### The problem:
Once you have counted the lines below that contain "labels", give that number and nothing else.

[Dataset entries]
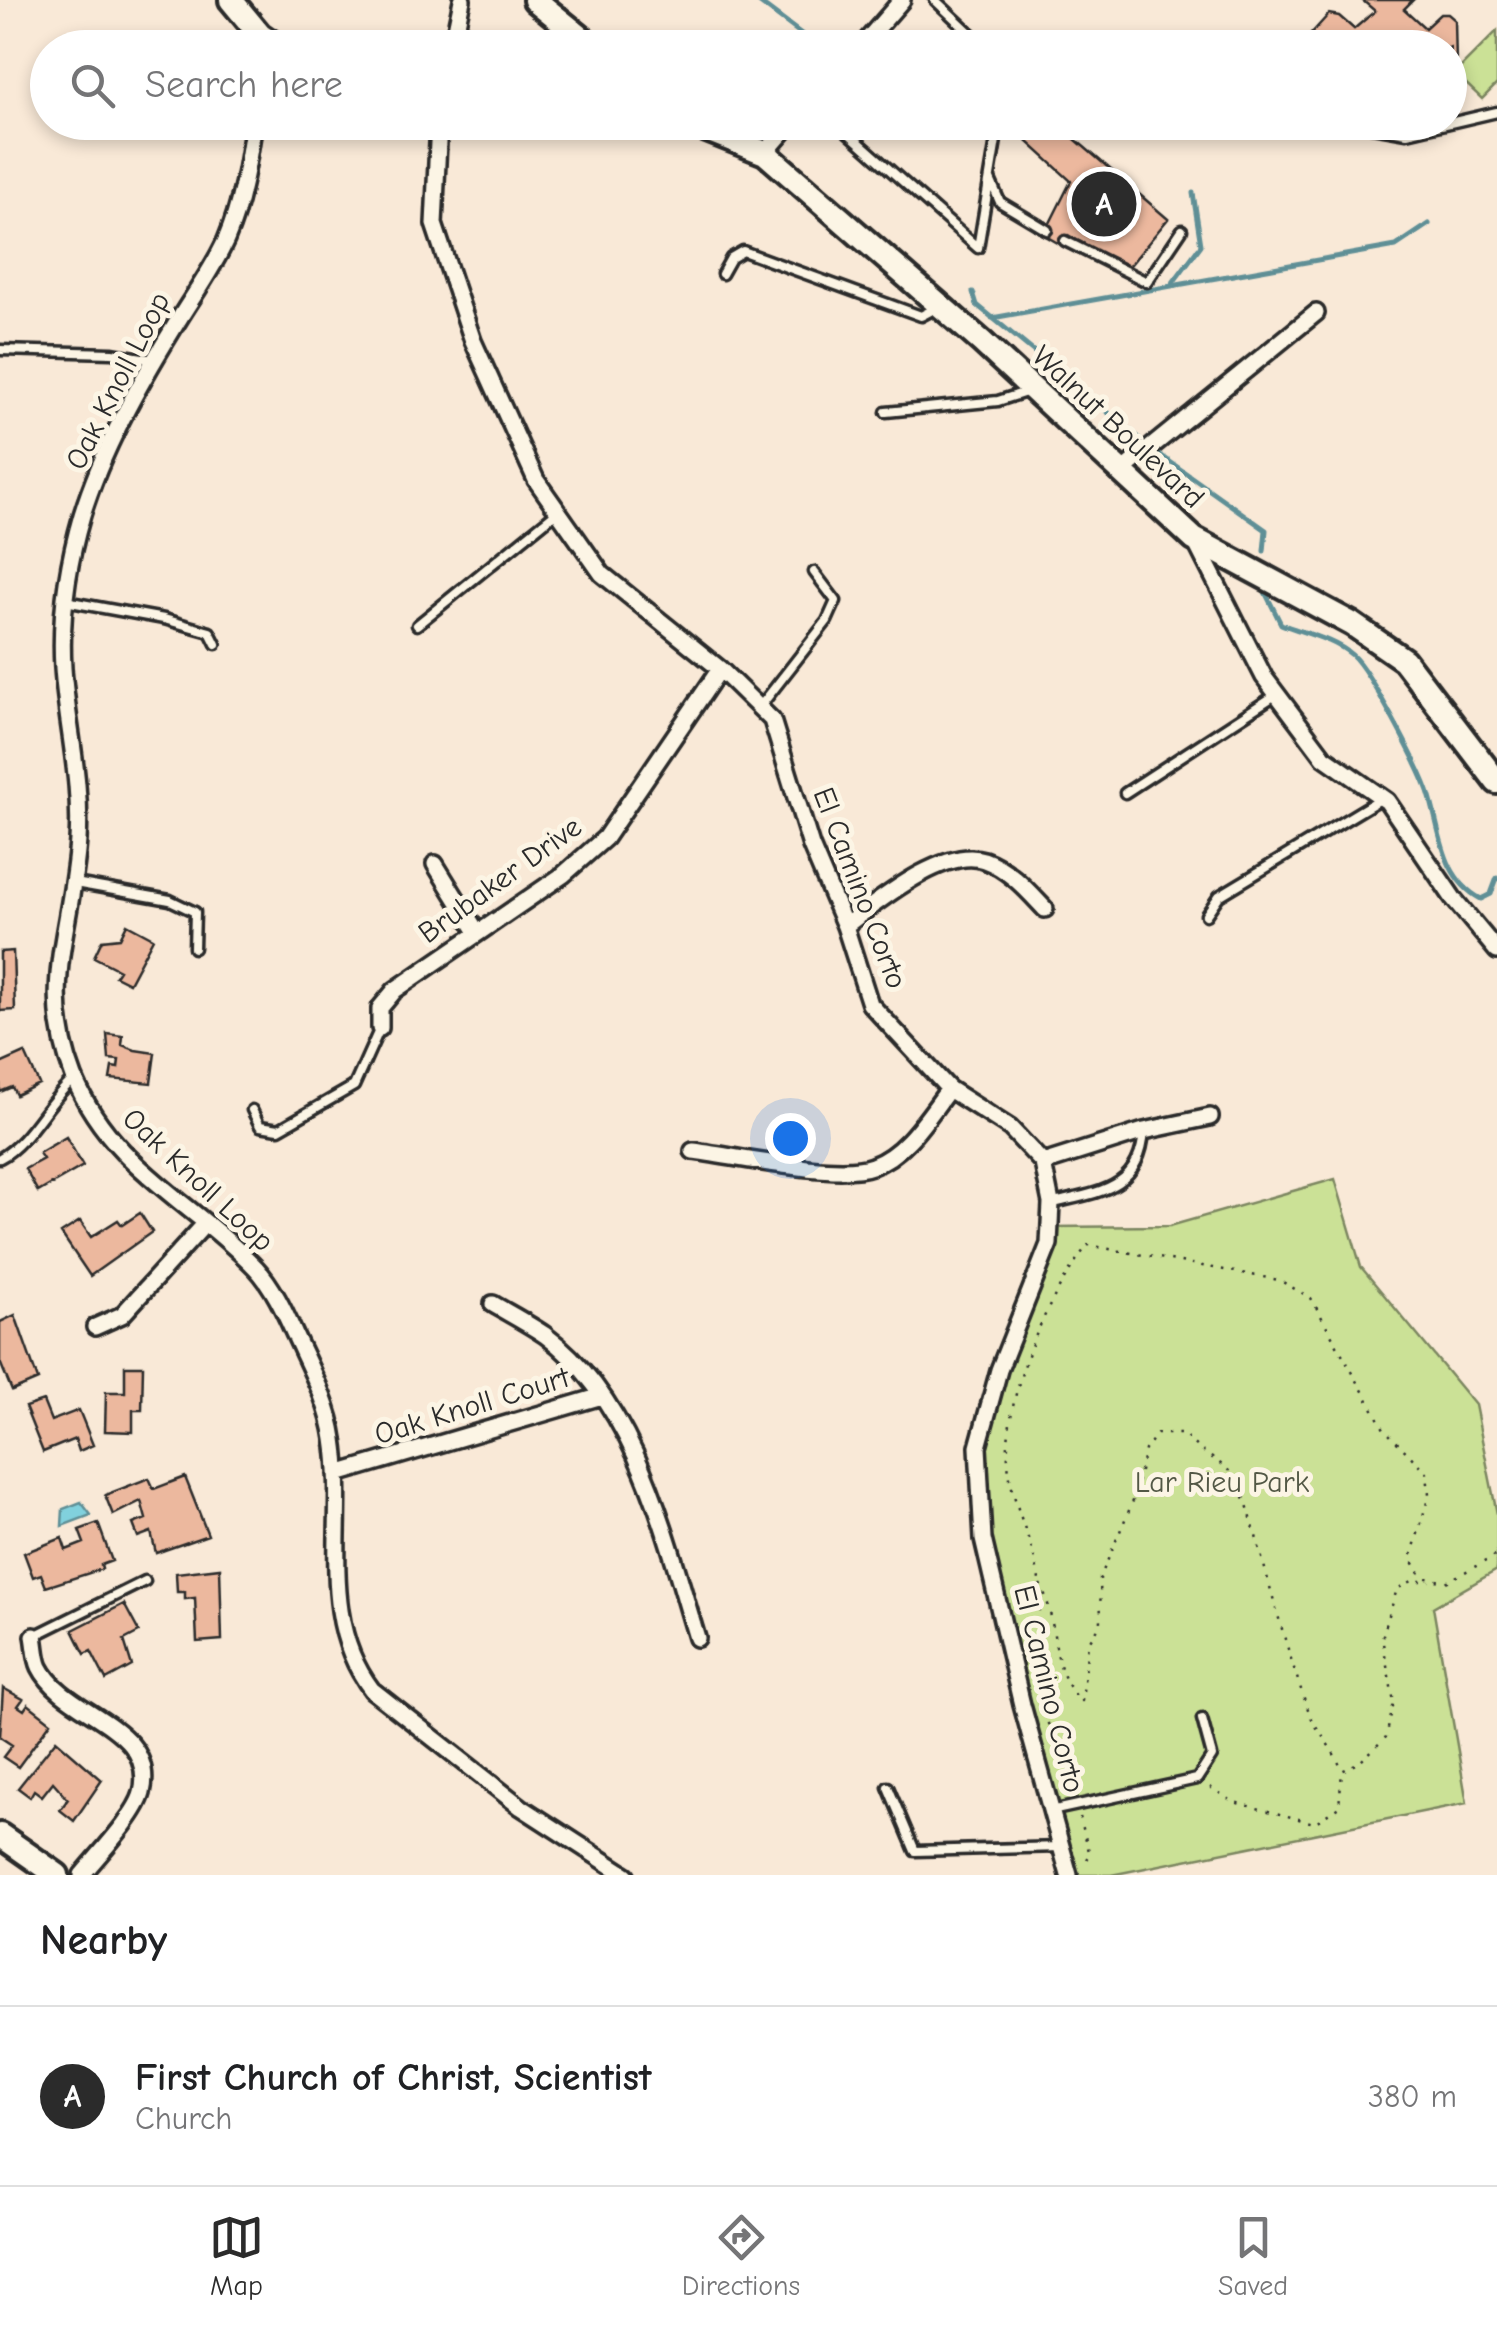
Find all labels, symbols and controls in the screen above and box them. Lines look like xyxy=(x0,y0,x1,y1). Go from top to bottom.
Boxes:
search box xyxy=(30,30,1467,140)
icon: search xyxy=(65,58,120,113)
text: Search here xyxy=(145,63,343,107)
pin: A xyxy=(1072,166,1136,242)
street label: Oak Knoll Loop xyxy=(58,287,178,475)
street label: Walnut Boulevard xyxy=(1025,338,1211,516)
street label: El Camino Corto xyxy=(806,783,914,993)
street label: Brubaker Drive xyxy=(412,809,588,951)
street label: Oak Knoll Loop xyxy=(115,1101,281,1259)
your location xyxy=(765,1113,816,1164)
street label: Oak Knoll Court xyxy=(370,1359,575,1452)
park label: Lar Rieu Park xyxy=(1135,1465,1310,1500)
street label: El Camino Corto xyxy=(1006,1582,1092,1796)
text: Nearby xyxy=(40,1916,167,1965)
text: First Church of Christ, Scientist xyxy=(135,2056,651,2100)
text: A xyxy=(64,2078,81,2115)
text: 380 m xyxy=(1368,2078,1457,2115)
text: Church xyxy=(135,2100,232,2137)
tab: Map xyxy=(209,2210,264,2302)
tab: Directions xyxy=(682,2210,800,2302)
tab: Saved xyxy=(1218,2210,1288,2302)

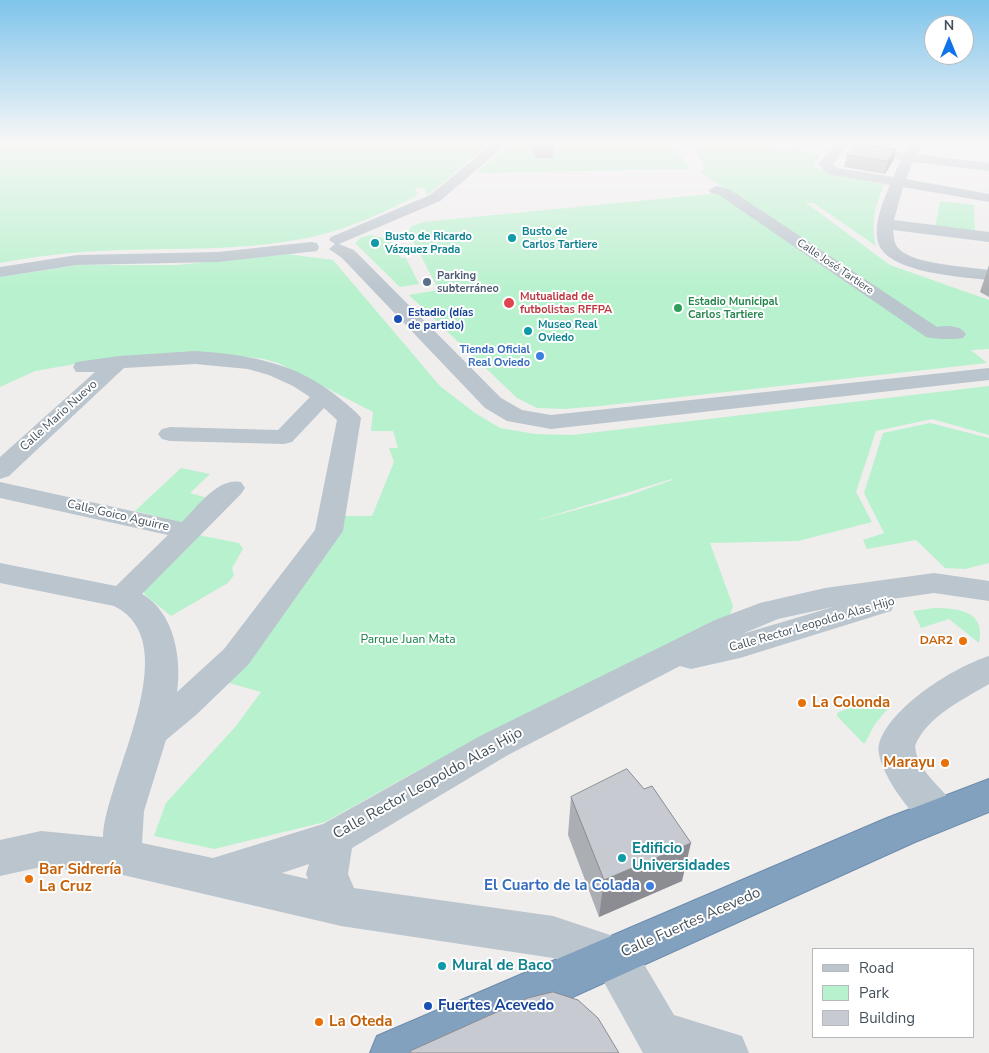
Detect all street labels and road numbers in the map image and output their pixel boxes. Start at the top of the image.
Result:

### Output below:
2